Camden to receive world’s densest air quality sensor network

The world’s densest air quality sensor network will be installed in Camden this summer. 

The network will be made up of 250 AirLabs AirNode sensors, they will provide at least 100 times more spatial resolution and refresh 60 times more regularly than the network of existing stations in the borough. 

It is hoped that the data will contribute to decision making for all stakeholders interested in improving air quality across the borough. 

The sensors will be installed over the coming months, once launched, the data generated can be used in multiple ways, enabling the public to map less polluted routes, feeding into local traffic management policy, and providing NHS Trusts and Schools with air quality information.

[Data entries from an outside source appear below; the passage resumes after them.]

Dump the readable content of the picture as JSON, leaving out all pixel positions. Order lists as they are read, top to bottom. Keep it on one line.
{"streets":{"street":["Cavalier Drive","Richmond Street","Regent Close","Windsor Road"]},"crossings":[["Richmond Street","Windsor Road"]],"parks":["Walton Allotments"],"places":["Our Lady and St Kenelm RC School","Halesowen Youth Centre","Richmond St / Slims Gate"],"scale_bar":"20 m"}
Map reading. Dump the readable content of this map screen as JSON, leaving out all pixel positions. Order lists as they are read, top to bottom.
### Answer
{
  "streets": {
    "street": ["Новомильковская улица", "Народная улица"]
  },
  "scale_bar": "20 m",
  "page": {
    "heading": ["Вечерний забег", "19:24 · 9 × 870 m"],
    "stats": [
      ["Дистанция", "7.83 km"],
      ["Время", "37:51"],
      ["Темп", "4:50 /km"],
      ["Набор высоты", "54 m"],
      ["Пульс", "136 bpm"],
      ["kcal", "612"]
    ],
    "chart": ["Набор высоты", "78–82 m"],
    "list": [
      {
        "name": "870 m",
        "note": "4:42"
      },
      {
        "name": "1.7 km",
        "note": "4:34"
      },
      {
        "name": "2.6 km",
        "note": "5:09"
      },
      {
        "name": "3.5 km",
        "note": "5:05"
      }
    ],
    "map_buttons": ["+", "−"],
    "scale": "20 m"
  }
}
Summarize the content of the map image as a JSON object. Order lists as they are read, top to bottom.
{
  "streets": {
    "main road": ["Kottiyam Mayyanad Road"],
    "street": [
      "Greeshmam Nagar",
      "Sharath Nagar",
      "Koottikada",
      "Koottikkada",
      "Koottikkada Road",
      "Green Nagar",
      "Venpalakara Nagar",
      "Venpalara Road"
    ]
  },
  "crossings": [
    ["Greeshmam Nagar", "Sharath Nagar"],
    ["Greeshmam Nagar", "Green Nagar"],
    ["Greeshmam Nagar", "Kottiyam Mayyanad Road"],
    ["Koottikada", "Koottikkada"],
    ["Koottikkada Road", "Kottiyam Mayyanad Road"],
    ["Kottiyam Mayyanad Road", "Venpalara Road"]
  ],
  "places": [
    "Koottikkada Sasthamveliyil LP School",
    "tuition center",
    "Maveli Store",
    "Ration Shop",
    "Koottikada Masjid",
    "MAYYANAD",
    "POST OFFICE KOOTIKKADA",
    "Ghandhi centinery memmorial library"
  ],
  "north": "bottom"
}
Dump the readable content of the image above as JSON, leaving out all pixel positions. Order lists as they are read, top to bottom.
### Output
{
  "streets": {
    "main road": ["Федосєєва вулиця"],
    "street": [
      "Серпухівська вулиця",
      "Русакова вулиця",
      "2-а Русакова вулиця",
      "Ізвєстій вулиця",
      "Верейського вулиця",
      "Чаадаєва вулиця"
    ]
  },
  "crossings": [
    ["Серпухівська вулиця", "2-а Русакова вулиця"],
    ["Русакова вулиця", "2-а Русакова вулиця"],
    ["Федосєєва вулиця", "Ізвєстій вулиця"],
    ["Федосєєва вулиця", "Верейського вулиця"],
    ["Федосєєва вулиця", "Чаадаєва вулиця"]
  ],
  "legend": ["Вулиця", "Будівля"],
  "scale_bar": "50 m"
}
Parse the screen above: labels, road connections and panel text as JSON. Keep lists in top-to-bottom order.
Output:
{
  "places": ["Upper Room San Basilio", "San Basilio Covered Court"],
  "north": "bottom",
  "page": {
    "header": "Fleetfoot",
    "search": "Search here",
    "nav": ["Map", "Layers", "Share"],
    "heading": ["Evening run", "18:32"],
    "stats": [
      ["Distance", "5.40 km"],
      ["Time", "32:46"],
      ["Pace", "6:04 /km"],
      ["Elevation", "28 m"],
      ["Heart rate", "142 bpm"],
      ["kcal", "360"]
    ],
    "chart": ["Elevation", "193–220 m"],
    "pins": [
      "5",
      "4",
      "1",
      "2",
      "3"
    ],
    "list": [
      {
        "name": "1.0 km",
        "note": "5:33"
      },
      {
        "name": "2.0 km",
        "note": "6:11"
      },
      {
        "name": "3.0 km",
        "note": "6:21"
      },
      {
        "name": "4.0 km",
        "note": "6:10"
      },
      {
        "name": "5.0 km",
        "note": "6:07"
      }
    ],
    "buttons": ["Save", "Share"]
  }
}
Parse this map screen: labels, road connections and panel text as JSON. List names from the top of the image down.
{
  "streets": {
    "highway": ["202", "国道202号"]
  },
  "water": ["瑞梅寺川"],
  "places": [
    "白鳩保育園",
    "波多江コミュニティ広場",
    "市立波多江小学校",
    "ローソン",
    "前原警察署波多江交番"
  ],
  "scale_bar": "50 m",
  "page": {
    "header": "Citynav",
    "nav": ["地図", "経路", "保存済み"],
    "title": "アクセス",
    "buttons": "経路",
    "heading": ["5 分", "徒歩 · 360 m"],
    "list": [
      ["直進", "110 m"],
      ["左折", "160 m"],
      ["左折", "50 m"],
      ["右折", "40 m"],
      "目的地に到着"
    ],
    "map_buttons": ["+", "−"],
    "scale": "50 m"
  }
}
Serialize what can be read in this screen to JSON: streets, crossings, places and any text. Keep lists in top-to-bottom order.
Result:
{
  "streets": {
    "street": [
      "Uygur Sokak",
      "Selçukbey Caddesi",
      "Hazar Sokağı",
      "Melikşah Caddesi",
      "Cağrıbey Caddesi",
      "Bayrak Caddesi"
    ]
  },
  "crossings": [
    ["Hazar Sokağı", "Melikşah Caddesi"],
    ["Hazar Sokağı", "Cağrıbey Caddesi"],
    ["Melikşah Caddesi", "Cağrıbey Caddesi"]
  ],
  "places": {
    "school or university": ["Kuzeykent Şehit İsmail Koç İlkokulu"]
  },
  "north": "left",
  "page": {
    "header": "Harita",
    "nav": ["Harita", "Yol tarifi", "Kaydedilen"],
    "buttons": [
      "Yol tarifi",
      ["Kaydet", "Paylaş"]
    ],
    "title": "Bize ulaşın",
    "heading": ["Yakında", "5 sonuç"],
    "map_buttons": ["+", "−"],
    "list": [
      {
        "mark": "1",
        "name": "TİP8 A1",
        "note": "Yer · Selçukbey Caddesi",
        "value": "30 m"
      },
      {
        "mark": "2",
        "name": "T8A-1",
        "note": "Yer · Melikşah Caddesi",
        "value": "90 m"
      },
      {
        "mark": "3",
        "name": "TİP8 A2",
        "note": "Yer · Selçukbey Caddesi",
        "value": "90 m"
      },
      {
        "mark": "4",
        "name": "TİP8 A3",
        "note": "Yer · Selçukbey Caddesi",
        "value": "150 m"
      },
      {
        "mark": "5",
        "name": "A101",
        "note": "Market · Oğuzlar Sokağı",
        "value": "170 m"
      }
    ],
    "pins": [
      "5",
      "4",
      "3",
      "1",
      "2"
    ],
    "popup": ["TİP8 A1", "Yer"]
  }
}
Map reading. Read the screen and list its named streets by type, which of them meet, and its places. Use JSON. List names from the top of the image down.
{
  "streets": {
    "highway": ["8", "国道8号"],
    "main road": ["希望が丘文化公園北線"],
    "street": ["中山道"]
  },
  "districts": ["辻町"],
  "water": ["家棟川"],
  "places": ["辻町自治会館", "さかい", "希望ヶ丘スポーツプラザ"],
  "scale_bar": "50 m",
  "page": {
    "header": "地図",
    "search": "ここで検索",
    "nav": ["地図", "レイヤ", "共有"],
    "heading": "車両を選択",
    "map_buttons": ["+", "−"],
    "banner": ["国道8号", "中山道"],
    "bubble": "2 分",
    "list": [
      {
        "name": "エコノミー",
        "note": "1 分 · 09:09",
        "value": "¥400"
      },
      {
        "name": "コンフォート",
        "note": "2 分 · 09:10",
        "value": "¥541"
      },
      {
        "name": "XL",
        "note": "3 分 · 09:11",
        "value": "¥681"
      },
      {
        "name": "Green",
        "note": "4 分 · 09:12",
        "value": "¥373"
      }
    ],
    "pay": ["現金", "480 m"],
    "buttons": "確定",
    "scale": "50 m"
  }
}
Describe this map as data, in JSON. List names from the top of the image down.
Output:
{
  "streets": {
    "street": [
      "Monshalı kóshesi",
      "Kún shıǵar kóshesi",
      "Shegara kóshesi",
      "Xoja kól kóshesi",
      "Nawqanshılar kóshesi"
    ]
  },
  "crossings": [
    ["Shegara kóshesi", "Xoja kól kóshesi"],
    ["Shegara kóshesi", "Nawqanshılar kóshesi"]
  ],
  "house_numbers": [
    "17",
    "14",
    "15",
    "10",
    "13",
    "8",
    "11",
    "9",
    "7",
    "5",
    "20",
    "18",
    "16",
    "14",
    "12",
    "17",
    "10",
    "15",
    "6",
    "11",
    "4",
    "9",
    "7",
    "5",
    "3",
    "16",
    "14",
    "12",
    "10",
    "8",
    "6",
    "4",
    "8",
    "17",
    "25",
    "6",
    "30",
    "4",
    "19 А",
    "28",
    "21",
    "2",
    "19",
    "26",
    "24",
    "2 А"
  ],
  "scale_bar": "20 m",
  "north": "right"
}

people walking on sidewalk near pink cherry blossom trees during daytime

Camden Cllr Adam Harrison said: ‘Camden’s citizens have made clear that more must be done to tackle the air quality health crisis, and Camden Council has committed to the meeting the World Health Organization air quality standards as well as stepping up our pollution monitoring and efforts to raise public awareness about the health risks from exposure to air pollution.

‘This project will form an important part of our work to protect public health by building a more detailed understanding of the sources of air pollution throughout Camden and the actions we can all take to reduce pollution and our exposure to it.’

Marc Ottolini, CEO of AirLabs, added: ‘There’s no time to wait in tackling the air pollution crisis – we all contribute to air pollution, and we all suffer the health impacts that it causes. This new information system empowers us all to enact data-driven change and become part of the solution.

‘Camden Council understands the importance of empowering the community to tackle this vital issue head on. This network will serve as a blueprint for boroughs across London and cities around the world, using the power of data to inform meaningful action and protect populations from the invisible threat of air pollution.’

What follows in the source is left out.